What Actually Drives Your Choice
Your decision depends on three factors:
- Case predictability: High predictability favors flat fees. Low predictability favors hourly or hybrid.
- Competitive landscape: If local competitors advertise hourly rates, matching them keeps you in the conversation. If they're sparse, flat fees let you control the narrative.
- Client quality: Serious, committed clients accept flat fees. "Just checking" prospects hunt for cheap hourly rates and waste your sales time.
Listing your services and pricing clearly on Mercoly helps serious prospects find you and filters out tire-kickers, boosting your lead quality regardless of which model you choose.

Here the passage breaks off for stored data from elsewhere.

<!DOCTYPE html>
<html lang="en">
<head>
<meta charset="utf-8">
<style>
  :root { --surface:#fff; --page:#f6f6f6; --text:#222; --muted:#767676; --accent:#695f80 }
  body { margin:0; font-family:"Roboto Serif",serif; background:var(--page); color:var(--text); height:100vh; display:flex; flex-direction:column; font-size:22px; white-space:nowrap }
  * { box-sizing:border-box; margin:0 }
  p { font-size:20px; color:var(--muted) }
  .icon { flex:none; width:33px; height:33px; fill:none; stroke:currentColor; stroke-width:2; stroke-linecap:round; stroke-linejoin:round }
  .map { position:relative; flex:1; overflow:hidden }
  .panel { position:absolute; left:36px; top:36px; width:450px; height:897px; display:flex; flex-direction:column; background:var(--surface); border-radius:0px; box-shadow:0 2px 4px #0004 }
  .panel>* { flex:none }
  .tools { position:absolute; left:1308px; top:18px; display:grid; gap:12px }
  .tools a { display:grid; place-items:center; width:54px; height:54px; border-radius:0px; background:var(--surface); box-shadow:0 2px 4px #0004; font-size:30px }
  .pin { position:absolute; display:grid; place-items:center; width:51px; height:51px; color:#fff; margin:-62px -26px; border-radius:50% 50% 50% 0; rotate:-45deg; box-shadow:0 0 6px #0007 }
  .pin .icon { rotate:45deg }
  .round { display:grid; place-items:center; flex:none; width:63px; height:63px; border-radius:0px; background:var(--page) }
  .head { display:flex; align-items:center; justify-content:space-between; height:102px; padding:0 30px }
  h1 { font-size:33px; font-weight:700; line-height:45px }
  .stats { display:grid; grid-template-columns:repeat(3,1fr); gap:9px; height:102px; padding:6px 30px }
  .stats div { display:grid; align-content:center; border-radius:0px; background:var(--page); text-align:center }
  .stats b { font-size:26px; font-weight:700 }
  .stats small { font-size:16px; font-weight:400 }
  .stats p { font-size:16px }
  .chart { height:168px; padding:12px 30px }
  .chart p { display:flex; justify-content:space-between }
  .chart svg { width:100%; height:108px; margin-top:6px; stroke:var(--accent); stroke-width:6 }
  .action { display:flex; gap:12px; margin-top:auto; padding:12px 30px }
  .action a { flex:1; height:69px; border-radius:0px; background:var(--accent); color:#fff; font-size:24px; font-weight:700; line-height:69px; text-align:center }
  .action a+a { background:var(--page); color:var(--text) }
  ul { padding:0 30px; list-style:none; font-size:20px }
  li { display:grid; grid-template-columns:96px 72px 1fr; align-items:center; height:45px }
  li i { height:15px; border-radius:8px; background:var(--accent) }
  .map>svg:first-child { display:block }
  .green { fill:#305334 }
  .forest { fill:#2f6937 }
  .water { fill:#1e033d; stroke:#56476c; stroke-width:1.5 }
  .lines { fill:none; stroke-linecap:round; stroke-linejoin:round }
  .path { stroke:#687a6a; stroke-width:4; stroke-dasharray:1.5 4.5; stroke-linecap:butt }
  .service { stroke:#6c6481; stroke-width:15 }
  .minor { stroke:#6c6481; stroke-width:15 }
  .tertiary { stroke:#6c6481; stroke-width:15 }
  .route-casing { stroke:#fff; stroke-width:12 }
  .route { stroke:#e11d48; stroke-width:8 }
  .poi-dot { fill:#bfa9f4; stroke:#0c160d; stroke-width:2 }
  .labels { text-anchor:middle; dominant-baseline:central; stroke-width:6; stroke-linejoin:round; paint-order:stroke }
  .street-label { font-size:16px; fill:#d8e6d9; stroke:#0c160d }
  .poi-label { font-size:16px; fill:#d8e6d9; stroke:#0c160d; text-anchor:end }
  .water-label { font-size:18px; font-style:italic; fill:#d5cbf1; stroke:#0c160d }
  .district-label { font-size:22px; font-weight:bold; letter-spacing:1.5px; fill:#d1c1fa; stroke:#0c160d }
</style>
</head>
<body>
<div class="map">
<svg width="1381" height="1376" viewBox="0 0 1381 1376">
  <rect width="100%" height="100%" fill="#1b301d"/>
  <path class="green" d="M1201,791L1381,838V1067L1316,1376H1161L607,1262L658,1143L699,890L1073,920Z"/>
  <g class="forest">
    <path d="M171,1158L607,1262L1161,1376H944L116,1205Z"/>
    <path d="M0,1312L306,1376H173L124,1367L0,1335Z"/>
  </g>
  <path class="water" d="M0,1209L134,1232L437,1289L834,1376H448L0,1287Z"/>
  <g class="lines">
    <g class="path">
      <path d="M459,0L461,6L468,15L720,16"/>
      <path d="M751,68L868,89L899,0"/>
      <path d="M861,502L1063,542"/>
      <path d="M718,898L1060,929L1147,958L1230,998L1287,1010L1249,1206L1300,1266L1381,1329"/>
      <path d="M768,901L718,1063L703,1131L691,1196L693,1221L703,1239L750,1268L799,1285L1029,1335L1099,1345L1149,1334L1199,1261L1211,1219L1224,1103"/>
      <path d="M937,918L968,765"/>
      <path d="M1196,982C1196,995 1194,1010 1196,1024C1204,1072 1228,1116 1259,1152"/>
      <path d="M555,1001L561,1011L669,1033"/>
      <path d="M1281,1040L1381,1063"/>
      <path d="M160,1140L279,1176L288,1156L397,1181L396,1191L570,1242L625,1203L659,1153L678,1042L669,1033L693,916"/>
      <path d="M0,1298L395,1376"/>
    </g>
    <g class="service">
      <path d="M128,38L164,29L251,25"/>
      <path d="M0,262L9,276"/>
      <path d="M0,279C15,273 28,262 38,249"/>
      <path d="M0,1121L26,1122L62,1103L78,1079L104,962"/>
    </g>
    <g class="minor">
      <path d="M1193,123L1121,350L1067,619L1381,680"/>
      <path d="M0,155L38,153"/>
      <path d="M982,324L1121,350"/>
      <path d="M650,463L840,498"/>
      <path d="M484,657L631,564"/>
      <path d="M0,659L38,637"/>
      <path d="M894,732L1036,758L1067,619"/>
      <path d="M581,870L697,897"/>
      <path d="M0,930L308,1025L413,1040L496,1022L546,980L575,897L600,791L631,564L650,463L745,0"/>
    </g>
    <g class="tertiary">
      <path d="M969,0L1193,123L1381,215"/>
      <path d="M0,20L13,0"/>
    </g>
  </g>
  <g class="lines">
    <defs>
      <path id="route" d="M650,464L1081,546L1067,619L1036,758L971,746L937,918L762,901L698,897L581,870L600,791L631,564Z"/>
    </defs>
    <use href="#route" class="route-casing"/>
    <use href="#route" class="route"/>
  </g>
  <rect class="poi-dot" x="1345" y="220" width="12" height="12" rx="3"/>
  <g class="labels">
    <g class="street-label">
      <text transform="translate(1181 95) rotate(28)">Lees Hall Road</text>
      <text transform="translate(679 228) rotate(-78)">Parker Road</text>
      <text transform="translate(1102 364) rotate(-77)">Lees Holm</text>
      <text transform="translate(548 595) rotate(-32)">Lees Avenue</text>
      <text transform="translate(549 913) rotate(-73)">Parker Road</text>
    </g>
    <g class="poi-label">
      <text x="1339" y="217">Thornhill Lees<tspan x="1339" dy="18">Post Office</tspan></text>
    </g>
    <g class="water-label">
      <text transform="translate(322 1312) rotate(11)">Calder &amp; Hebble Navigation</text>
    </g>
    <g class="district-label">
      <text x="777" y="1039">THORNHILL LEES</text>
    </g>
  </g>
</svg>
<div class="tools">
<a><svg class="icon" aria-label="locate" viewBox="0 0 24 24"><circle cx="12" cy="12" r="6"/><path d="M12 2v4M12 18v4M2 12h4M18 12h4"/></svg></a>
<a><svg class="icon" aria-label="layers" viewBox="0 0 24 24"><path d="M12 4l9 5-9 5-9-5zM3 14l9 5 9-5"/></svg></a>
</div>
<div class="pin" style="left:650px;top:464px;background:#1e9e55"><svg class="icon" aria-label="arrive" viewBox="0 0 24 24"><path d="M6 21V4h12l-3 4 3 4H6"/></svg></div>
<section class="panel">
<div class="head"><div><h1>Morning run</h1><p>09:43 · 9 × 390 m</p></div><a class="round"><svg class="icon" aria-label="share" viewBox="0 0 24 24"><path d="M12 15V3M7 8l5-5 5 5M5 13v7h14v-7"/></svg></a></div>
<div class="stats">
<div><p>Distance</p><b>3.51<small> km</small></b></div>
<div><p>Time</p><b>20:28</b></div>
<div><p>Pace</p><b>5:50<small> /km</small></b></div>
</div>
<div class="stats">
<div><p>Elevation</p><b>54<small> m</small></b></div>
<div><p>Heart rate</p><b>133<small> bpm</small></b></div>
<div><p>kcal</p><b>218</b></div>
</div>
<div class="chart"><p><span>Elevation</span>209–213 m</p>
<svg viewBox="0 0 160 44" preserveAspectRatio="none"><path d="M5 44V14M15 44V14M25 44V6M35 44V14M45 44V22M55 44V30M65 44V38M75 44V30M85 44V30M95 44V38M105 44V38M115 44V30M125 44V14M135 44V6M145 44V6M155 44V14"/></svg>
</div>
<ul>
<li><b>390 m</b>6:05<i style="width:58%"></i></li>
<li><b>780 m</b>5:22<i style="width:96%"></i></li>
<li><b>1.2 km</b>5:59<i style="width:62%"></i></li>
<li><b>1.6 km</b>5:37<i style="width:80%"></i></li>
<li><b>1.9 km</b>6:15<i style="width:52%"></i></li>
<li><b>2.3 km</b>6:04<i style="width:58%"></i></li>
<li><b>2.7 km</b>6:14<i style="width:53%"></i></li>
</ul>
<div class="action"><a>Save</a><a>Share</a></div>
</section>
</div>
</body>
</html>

Frequently Asked Questions
Q: Should I adjust pricing if a spouse asks me to expand the investigation mid-case? A: Yes. Document scope creep in writing with a revised estimate. If your original contract covers it, that's your baseline; any expansion triggers additional fees using your agreed-upon rate or a new flat fee for the added work.
Q: What if I quote a flat fee and the cheating partner disappears halfway through surveillance? A: Define your contract upfront: does the client get a refund, partial refund, or credit toward future work? Most investigators refund 50% if the subject leaves the jurisdiction or the case becomes impossible to investigate, since the deliverable can't be met.
Q: Do I charge for failed investigations (no evidence found)? A: Yes. Your time and expertise have value whether you find infidelity or confirm faithfulness. Frame it clearly in your contract and sales process: "You pay for investigation, not results."
Start with your actual case data—track hours and fees for your next 20 cases—then adjust your model to fit reality.